Our customer approached us with a desire to UV cure hard optical coatings on vertically-oriented polycarbonate sheets suspended from an overhead conveyor. We partnered and consulted with them throughout the development of their existing flow-coat pilot line. After the pilot line proved feasibility, our customer approached us to provide an industrialized solution for their new full-production line. We designed, built, and delivered a robust, well-engineered, and easily maintained UV system featuring pair of vertical UV curing towers.

Photo Album

The Two Towers
Front View With Window Removal Plates
Removing Irradiator Screen
UV Curing Tower using Heraeus LH10 Microwave Powered Lamps

Design Story


Through working with our customer throughout the development of their pilot line, we were able to determine a list of their requirements:

  • They needed to be able to cure coatings applied to both sides of vertically-oriented polycarbonate sheets up to 60” tall and varying thicknesses.
  • The sheets couldn’t blow around in the narrow cure tunnel, so we needed to have a quartz window to redirect the irradiator cooling air.
  • Minimize downtime for routine maintenance, as the UV curing system is critical to their production cycle.
  • They needed to cure as close as possible to the top of the sheet as possible to reduce scrap (the uncured portion at the top is cut off as scrap in a later process).
  • Maximize throughput without sacrificing part quality (specifically too much heat causes bowing).


We helped our customer to choose between an arc lamp or microwave-powered lamp, as well as helping with the specific bulb/reflector combination. After this, we continued to consult with the customer during the development of their pilot line, which was very helpful when they approached us to provide the production system.


We completed a thorough detail design of the system which employed two opposing towers, each supporting up to 8 vertically oriented Heraeus 10” microwave LH10 lamps.

We employed a quartz window design and associated air handling system to keep the polycarbonate sheets protected from the turbulent airflow required to cool the lamps. 84” of quartz glass are secured in an aluminum frame to create a quartz window panel that mounts flush and is easily removed for cleaning and service.

In addition to this, we considered our design pillars:

Smooth Transition

The design was modeled after the customer’s pilot line to capitalize on the process validation already performed by the customer. Enhancements to the design were made while still maintaining the core physical architecture in order to ensure seamless process integration at on the new production line.

Low Maintenance

The towers are mounted on floor tracks to allow for easy removal of the tower from the tunnel in order to gain access to the lamps for regular maintenance. Access to the front face of the lamps for regular service is quick and easy, requiring only general-purpose hand tools.

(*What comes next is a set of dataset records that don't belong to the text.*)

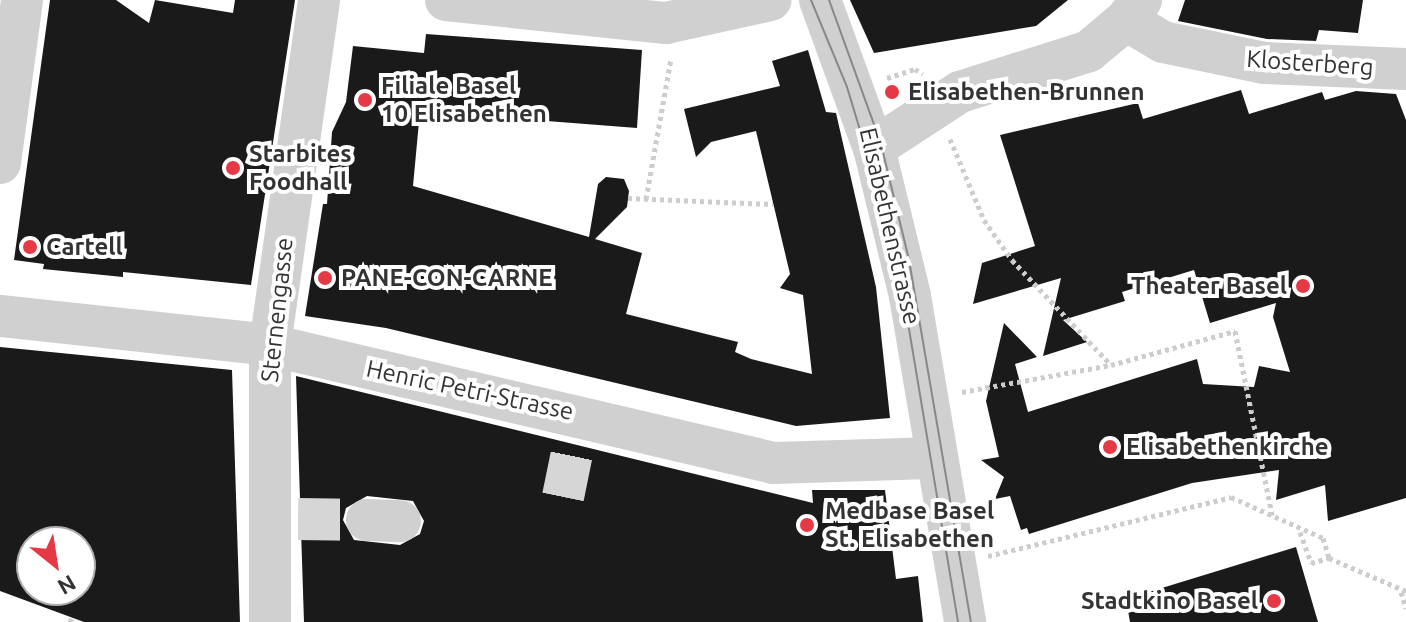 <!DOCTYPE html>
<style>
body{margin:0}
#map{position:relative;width:1406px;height:622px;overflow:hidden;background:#fff;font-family:Ubuntu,sans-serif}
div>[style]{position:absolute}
.building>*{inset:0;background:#1a1a1a}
.minor-tunnel>*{height:42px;margin-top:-21px;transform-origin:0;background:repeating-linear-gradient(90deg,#d6d6d6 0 42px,transparent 0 63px)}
.path>*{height:5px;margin-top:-2.5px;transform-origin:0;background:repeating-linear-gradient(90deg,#cdcdcd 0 4px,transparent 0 8px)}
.minor>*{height:42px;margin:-21px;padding:0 21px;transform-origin:21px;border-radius:21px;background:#d0d0d0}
.tram>*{height:2px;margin:-1px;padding:0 1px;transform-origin:1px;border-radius:1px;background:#888}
.dots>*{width:22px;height:22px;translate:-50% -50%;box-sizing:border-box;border:4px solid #fff;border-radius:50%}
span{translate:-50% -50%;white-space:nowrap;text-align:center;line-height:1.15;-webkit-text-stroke:8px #fff;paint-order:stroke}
.street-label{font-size:24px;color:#333}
.poi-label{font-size:24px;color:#333;font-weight:700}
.left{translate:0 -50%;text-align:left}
.right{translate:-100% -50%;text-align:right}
.north{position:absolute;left:16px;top:526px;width:80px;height:80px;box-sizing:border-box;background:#fff;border:2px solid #adadad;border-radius:50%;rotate:150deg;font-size:22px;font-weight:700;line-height:32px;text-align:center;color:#333}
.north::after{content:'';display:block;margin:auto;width:28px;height:36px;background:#e63946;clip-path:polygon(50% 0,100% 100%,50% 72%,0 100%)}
</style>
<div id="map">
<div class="building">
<div style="clip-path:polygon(50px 0,116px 0,149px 23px,155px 0,233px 13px,235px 0,295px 0,251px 285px,123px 272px,123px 277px,43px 269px,44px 264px,14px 260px)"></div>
<div style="clip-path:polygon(850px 0,1068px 0,1036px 26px,874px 53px)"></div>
<div style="clip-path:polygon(1185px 0,1363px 0,1358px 33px,1319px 30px,1316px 41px,1267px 39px,1178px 21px)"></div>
<div style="clip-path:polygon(426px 34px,642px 50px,637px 128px,420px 111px,413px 186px,589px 237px,598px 184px,606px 177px,624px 179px,629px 191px,627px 207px,595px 239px,642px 253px,626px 314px,738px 342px,735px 352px,751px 359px,812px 374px,803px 295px,780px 288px,790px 274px,756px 131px,711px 142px,696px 157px,684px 109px,780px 86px,772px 61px,808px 50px,826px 112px,836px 113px,876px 287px,890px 418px,796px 426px,386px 328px,305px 316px,323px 204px,327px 204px,332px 132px,346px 102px,353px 46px,424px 53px)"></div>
<div style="clip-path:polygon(1241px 90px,1249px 114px,1322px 92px,1325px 100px,1356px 91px,1396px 94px,1406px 120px,1406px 498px,1328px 521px,1325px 485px,1276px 500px,1279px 470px,1192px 483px,1029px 534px,1027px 528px,1021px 530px,1010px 496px,995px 499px,1004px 477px,981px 460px,999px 457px,986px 401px,1004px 323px,1037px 357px,1015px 364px,1028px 412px,1197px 359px,1203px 384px,1254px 387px,1259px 366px,1290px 372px,1273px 317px,1276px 303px,1210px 323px,1194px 270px,1122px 292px,1125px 301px,1063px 320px,1087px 342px,1043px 356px,1061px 278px,973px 304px,982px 263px,1035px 246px,1000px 135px,1138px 103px,1143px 119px)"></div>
<div style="clip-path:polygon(evenodd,0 347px,232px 370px,240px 622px,84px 622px,0 591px,0 347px,32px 542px,80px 542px,80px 590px,32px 590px,32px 542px)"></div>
<div style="clip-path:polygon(evenodd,296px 376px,813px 503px,812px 490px,885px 490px,896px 579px,918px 576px,923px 622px,304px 622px,296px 376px,367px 496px,413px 501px,424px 521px,420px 534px,400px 545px,354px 540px,343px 520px,346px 508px,367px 496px)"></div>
<div style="clip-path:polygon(1296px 547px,1318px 622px,1130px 622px,1126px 599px)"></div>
</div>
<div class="minor-tunnel">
<div style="left:563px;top:497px;width:55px;rotate:-78.5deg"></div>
<div style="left:298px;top:519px;width:69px;rotate:0.8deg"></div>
</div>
<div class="path">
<div style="left:887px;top:78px;width:29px;rotate:-18deg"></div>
<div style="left:915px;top:69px;width:9px;rotate:32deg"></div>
<div style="left:950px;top:139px;width:88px;rotate:67.2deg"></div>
<div style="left:984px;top:220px;width:49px;rotate:55deg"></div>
<div style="left:1012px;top:260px;width:144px;rotate:46.7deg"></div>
<div style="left:628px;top:198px;width:145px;rotate:2.4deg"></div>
<div style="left:646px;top:199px;width:142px;rotate:-79.9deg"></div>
<div style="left:962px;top:392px;width:151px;rotate:-10.3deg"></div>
<div style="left:1111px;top:365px;width:129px;rotate:-15.3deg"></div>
<div style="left:1235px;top:331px;width:188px;rotate:78.6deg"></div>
<div style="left:1300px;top:532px;width:33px;rotate:70deg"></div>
<div style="left:1311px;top:563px;width:19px;rotate:-16deg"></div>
<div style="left:1329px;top:558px;width:84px;rotate:23.2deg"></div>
<div style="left:988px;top:556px;width:250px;rotate:-13.6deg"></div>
<div style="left:1231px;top:497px;width:101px;rotate:24deg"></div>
<div style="left:1323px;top:538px;width:21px;rotate:73deg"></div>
<div style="left:1401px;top:592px;width:17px;rotate:73deg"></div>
<div style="left:70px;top:622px;width:4px;rotate:-63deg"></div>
</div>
<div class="minor">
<div style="left:446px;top:0;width:221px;rotate:6deg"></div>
<div style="left:666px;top:23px;width:107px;rotate:-12.4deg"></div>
<div style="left:820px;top:0;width:158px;rotate:70deg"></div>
<div style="left:874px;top:148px;width:152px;rotate:76.3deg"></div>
<div style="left:910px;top:296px;width:331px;rotate:80.4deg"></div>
<div style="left:1126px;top:20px;width:43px;rotate:30.7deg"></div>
<div style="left:1163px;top:42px;width:103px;rotate:11.7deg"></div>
<div style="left:1264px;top:63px;width:142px;rotate:2.4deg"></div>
<div style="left:874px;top:148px;width:103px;rotate:-33.1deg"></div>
<div style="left:960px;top:92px;width:135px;rotate:-17.6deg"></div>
<div style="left:1089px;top:51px;width:48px;rotate:-40deg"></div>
<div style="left:1126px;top:20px;width:25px;rotate:-53deg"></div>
<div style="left:0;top:163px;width:164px;rotate:-82.3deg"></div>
<div style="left:0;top:316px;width:272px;rotate:6.1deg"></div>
<div style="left:270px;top:345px;width:518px;rotate:13.18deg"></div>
<div style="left:774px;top:463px;width:163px;rotate:-1.8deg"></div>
<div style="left:367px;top:520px;width:33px;rotate:2deg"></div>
<div style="left:270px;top:622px;width:277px;rotate:-90deg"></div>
<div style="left:270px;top:345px;width:348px;rotate:-81.9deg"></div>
</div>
<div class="tram">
<div style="left:811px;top:0;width:94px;rotate:67.5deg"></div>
<div style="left:847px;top:87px;width:108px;rotate:73.2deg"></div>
<div style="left:878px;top:190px;width:136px;rotate:77.3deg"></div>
<div style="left:908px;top:323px;width:303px;rotate:80.5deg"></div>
<div style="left:829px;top:0;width:153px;rotate:70.1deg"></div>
<div style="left:881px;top:144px;width:119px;rotate:76.4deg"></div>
<div style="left:909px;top:260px;width:367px;rotate:80.3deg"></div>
</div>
<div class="dots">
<div style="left:892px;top:92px;background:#e63946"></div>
<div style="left:365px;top:100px;background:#e63946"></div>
<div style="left:233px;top:168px;background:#e63946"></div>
<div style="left:30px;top:247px;background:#e63946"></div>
<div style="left:325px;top:278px;background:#e63946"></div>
<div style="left:1303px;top:286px;background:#e63946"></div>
<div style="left:1110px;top:447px;background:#e63946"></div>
<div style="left:807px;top:525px;background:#e63946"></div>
<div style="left:1274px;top:601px;background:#e63946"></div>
</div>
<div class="street-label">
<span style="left:1310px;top:63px;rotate:4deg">Klosterberg</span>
<span style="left:890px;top:226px;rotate:77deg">Elisabethenstrasse</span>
<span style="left:277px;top:310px;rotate:-84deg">Sternengasse</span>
<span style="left:470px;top:390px;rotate:12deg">Henric Petri-Strasse</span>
</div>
<div class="poi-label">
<span class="left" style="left:381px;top:100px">Filiale Basel<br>10 Elisabethen</span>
<span class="left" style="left:908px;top:92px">Elisabethen-Brunnen</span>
<span class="left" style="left:249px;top:168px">Starbites<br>Foodhall</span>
<span class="left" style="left:46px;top:247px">Cartell</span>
<span class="left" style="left:341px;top:278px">PANE-CON-CARNE</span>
<span class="right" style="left:1287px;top:286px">Theater Basel</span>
<span class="left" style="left:1126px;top:447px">Elisabethenkirche</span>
<span class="left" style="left:825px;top:525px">Medbase Basel<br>St. Elisabethen</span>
<span class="right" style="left:1258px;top:601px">Stadtkino Basel</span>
</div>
<div class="north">N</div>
</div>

To keep production downtime to a minimum in situations where more intensive irradiator service is necessary, lamp removal is made simple with quick release hoses and custom irradiator mounting brackets and aligning pins.

Process Intelligence

The Heraeus Light Hammer 10 Mark II systems selected for this project are compatible with Heraeus’ Advanced Integrated Monitoring System (AIMS) hardware and software. This allows the customer to leverage sensor data and analytics for predictive maintenance, reduce operating costs and downtime, and extend the life of key components, should they choose to in the future.

The control system provides simple remote control of each UV tower in either dual (simultaneous) or discrete control modes, integrates tower positioning interlocks, and offers an external line controller override.

Design Flexibility

We created the system with provisions for installing additional lamps below the current array in order to accommodate 80” tall sheets in the future. Additionally, to maintain the exact distance needed for a focused exposure at different sheet thicknesses, we created a fine-tunable positioning mechanism to precisely set the tower positions.

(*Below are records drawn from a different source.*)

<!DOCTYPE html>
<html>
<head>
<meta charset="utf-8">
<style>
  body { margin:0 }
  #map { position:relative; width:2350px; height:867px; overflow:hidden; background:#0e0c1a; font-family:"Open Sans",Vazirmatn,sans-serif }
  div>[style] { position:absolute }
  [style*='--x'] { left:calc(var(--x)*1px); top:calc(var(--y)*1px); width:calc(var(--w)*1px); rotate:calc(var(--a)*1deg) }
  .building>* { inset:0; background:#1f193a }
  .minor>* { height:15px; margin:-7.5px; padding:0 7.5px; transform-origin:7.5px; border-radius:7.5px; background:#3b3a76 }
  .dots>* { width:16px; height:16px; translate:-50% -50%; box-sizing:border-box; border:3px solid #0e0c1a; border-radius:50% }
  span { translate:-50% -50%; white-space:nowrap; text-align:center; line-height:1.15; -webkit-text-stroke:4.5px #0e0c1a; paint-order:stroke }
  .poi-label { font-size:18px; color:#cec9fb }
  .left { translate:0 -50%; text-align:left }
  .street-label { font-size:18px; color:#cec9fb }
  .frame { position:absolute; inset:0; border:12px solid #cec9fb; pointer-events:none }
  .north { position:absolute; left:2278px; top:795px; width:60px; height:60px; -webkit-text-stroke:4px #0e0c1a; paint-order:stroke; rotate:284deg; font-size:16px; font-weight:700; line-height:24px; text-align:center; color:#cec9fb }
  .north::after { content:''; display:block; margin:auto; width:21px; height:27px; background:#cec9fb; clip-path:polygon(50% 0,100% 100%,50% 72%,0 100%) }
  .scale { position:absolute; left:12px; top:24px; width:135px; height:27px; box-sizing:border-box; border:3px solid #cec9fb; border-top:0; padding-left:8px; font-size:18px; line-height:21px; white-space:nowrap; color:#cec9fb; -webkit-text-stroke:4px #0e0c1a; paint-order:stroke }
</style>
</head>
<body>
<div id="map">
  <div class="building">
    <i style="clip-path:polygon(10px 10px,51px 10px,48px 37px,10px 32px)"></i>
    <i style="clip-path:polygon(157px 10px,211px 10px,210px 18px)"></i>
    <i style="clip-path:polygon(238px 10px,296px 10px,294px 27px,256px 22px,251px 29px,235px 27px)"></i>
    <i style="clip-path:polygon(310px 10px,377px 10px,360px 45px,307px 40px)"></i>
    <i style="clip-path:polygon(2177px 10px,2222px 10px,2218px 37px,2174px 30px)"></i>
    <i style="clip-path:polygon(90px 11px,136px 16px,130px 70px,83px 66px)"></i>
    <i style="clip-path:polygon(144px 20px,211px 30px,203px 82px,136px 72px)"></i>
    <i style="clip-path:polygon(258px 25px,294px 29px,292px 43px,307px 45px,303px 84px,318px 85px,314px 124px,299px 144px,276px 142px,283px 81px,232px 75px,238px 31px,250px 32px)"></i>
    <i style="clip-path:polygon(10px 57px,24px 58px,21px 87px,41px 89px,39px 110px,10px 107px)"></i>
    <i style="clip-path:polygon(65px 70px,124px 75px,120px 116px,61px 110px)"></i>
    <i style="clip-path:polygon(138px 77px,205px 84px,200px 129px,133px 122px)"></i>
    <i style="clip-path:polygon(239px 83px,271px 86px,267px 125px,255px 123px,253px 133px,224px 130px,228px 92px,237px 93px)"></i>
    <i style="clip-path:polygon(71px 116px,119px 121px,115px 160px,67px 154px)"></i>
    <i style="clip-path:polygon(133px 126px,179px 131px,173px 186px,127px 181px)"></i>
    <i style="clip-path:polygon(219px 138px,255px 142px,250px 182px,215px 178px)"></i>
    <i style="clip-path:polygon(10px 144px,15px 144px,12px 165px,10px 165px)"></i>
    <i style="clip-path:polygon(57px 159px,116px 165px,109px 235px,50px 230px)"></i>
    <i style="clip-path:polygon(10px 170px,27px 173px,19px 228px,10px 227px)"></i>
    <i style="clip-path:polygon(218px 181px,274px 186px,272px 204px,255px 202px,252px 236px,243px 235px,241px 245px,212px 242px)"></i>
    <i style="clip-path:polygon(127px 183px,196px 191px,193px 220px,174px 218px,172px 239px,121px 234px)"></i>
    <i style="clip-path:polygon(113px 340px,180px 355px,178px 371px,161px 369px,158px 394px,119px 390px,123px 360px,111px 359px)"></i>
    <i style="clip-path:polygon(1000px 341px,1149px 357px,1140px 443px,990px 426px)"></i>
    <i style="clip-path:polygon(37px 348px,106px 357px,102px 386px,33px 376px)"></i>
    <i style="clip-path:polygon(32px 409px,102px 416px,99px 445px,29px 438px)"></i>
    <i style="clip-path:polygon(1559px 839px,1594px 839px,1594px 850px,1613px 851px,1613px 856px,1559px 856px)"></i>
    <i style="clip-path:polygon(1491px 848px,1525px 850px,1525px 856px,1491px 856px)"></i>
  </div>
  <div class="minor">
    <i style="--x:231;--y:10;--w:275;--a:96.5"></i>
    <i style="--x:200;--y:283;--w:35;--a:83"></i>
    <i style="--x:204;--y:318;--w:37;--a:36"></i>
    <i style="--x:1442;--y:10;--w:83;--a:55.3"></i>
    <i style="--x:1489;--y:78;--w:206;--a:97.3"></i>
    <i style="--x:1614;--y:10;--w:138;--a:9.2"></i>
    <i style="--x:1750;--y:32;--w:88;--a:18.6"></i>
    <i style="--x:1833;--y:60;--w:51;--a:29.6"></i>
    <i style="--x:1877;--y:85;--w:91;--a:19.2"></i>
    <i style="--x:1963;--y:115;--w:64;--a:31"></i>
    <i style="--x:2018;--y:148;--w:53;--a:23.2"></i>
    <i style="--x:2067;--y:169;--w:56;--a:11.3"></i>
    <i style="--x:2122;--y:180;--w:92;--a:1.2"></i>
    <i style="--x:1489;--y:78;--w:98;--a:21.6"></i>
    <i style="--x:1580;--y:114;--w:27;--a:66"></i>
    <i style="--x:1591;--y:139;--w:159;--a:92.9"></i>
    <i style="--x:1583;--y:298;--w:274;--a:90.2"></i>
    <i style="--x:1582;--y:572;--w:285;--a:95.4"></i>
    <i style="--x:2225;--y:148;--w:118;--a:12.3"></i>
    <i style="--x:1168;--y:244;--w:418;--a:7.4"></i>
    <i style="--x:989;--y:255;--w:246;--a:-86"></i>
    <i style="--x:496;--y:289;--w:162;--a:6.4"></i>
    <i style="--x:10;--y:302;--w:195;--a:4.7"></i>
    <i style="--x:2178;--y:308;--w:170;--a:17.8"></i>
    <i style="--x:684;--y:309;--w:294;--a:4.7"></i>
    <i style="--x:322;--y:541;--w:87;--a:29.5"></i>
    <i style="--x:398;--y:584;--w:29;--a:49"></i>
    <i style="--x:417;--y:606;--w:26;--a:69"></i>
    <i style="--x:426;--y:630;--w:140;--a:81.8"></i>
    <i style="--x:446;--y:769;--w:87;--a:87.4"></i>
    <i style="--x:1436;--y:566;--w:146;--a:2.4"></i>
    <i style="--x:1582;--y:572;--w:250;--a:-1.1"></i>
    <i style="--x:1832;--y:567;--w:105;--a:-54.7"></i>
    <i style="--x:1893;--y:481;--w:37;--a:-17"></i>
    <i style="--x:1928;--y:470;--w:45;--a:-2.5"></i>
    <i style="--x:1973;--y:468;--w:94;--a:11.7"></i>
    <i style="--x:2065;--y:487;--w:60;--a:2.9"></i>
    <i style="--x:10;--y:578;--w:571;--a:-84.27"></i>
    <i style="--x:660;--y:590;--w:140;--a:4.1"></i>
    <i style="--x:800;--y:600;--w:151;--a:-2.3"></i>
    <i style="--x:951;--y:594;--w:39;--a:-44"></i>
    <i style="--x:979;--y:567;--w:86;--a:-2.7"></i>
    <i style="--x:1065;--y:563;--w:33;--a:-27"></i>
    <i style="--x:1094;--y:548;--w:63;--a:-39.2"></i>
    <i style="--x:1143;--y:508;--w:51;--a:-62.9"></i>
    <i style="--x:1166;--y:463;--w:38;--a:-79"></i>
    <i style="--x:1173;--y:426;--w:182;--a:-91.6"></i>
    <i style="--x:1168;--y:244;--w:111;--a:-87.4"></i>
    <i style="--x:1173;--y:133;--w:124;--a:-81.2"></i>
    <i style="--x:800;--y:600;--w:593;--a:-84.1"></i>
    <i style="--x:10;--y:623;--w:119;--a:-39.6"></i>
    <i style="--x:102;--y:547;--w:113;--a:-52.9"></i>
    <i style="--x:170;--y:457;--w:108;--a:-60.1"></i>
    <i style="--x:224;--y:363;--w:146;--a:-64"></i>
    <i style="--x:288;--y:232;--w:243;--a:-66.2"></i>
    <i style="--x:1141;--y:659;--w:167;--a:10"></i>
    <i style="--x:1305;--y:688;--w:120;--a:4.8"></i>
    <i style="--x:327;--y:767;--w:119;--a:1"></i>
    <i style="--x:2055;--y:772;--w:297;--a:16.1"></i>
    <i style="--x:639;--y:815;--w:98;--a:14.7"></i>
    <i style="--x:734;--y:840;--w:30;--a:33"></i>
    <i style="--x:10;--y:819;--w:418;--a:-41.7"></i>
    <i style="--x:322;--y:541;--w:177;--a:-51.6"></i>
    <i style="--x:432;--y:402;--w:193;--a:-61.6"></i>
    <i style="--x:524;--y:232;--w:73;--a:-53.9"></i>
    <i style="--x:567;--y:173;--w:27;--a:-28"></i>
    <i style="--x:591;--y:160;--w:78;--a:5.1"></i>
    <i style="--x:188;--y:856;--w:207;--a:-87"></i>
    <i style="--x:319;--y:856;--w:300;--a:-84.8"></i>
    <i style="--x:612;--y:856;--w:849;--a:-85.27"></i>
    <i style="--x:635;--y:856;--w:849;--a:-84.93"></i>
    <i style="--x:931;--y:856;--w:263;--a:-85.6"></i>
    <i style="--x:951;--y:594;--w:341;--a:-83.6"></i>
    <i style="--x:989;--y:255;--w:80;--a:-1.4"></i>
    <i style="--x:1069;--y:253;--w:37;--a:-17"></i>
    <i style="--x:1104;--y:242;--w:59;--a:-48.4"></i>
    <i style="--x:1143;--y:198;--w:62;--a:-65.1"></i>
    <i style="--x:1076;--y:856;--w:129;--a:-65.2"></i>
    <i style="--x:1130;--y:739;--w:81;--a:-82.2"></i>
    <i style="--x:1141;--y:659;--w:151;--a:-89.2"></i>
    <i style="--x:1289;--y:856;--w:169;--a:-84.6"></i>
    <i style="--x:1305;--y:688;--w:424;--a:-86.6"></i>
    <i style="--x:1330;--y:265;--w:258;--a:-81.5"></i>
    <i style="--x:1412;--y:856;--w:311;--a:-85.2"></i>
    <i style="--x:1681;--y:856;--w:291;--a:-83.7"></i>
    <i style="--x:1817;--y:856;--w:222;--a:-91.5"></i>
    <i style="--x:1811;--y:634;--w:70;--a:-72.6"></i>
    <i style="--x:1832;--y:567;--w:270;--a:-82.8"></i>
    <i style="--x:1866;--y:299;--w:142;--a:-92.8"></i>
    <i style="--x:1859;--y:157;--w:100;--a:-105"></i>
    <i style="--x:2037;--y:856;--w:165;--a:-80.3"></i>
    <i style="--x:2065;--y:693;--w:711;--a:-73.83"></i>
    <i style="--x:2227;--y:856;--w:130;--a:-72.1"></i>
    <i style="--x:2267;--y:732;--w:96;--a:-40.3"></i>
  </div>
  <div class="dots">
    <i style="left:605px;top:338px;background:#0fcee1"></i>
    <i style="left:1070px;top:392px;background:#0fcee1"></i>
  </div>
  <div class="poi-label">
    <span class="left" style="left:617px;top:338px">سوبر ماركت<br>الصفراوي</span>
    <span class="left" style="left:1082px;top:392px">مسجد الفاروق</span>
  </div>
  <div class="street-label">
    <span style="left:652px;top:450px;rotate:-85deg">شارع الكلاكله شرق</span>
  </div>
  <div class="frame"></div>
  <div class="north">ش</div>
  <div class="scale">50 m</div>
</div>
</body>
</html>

We quickly delivered a complete, turn-key solution for our customer with system integration, assembly, test, and check-out performed in our System Integration Lab (SIL) ahead of shipment to the customer’s new facility. In-house testing included functional checks on the power distribution systems, interlocks, and irradiation systems as well as the high volume air handling package, which moves nearly 4,000cfm to keep the lamps cool despite the restrictions imposed by the quartz window.


Like we do with all our systems, we provided a complete installation, operation, and maintenance manual package. These manuals, drawings, and schematics were generated specifically for this custom application in order to equip the customer with the knowledge and information they need to successfully implement their new UV system. We also offered on-site installation support and training to get the customer up to speed quickly with reduced risk.